Le festival a également mis en place l’espace Mini Rock, spécialement dédié aux enfants, avec de nombreuses activités comme la découverte du mix, les bruitages de cinéma, des instruments à essayer, du dessin, des jeux, du maquillage, et même un mini bar pensé pour eux. Une initiative qui a apporté une touche ludique et familiale à Rock en Seine.

Si ce panorama donne une idée de l’ampleur du festival, je vais ici me concentrer sur les concerts que j’ai personnellement vécus — même si bien sûr, bien d’autres événements ont eu lieu pendant ces cinq jours.

Le festival a démarré le mercredi 20 août avec une programmation incroyable mettant en avant des artistes féminines et queer. Avec seulement deux scènes ouvertes — la Main Stage et la scène Horizons — la journée devait être une mise en jambe tranquille… sauf qu’elle ne l’a pas été. Avec Chappell Roan en tête d’affiche, le ton était donné dès le départ. Même sous la pluie, les fans sont arrivés tôt pour sécuriser leur place au premier rang de la Main Stage.

La star britannique Luvcat a ouvert cette édition sur la Main Stage à 17 h, donnant le ton avec sa pop rêveuse aux textures électroniques et ses paroles sincères. Suivies par Suki Waterhouse et London Grammar, les festivaliers ont été embarqués dans un voyage musical atmosphérique et intense, parfait pour préparer la soirée à venir.

Sur la scène Horizons, la phénoménale Sofia Isella a complètement hypnotisé son public. Toute sa discographie et sa direction artistique incarnent le mantra « l’art doit déranger les confortables et réconforter les dérangés ». Avec des paroles incisives abordant la misogynie et bien d’autres sujets, assister à un set de Sofia Isella laisse inévitablement profondément marqué.

L’artiste française queer Théa a enchaîné sur la même scène, et je n’en n’attendais pas moins. L’ayant déjà vue à La Maroquinerie l’année dernière et à La Cigale plus tôt cette année, j’étais préparé à son énergie débordante et sa connection avec son public. Proposant des hyper-pop rock musiques, elle aborde également des thèmes importants comme « Free Palestine », mêlant musique et message avec fluidité.
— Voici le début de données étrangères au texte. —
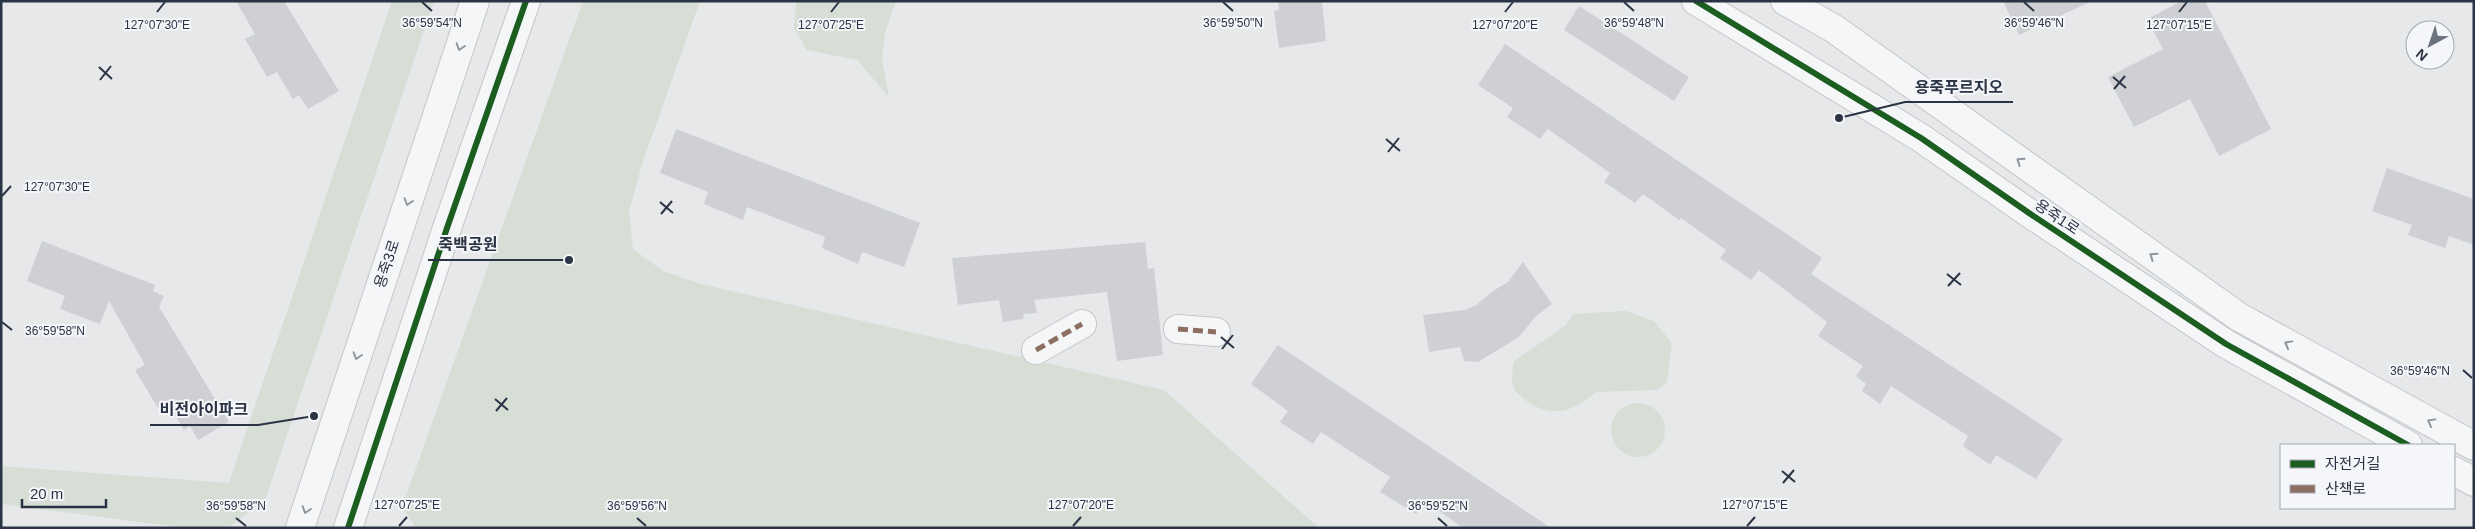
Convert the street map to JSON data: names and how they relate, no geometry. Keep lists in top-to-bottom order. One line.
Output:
{"streets":{"street":["용죽1로","용죽3로"]},"places":["용죽푸르지오","죽백공원","비전아이파크"],"legend":["자전거길","산책로"],"scale_bar":"20 m","north":"bottom left","coordinates":["36°59'48\"N","36°59'54\"N","36°59'50\"N","36°59'46\"N","127°07'30\"E","127°07'25\"E","127°07'20\"E","127°07'15\"E","36°59'58\"N","36°59'56\"N","36°59'52\"N"]}
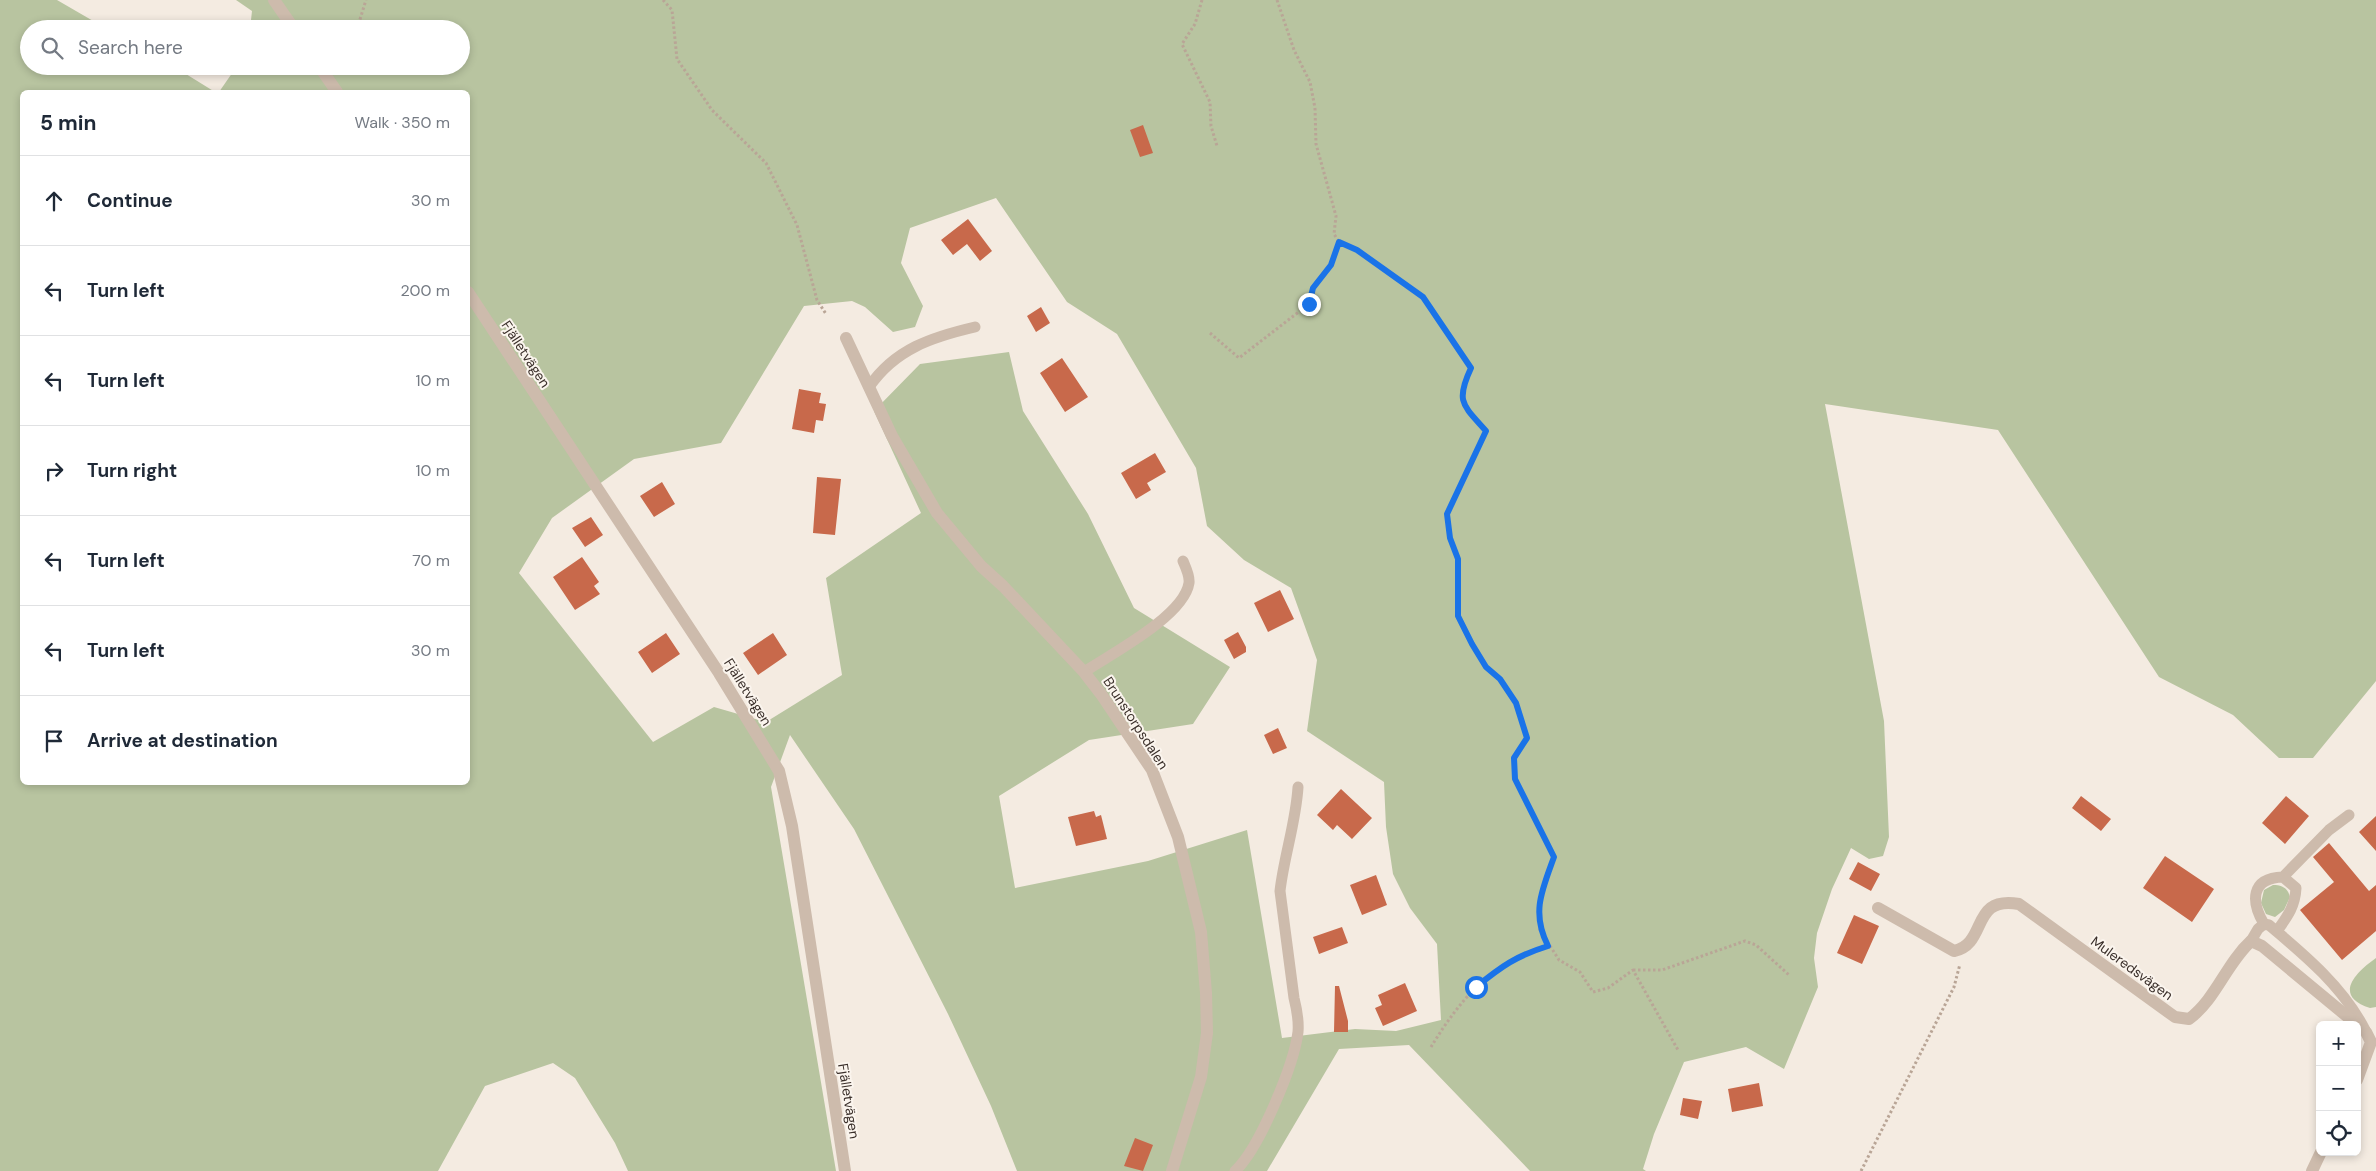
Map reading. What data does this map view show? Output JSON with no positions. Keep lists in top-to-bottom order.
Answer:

Pour clôturer cette journée déjà incroyable, c’était le moment pour Chappell de briller. Heureusement, la pluie avait cessé avant son set. Le public français était plus que prêt après son annulation en septembre dernier, et Rock en Seine était sa seule date française cette année. Quand les lumières se sont éteintes et que les premières notes de son intro ont résonné, la foule est devenue folle et l’énergie était électrique. Dès l’intro et avec ce décor de château, j’ai eu l’impression de plonger dans un film de princesse un peu maléfique. Lorsque son groupe a joué les premières notes de « Super Graphic Ultra Modern Girl » dans le parc, le public a retenu son souffle… jusqu’à ce que Chappell apparaisse enfin. Habillée en fée verte dotée d’un maquillage époustouflant, elle a ensorcelé le public, prêt à vivre un moment suspendu.

Les moments forts du show comprenaient la danse « Hot To Go » (même les VIP s’y sont mis), son refus initial de parler français, avant de céder sous les encouragements de la foule avec notre célèbre chant « popopo », remerciant ensuite le public « merci merci, je t’aime », ainsi que la performance live de son dernier titre « The Subway », attendue avec impatience par tous. Elle a terminé la soirée avec « Pink Pony Club », et j’ai pu voir les larmes de nombreux fans qui s’en allèrent les étoiles pleins les yeux.

Photo Credit : Louis Comar

Les deuxième et troisième jours ont été définitivement plus calmes, même avec l’ouverture des cinq scènes, en partie parce que ces journées tombaient en semaine et à cause des annulations d’A$AP Rocky et Doechii. Mais de mon point de vue, cette atmosphère plus tranquille et les foules réduites rendaient l’expérience encore plus agréable.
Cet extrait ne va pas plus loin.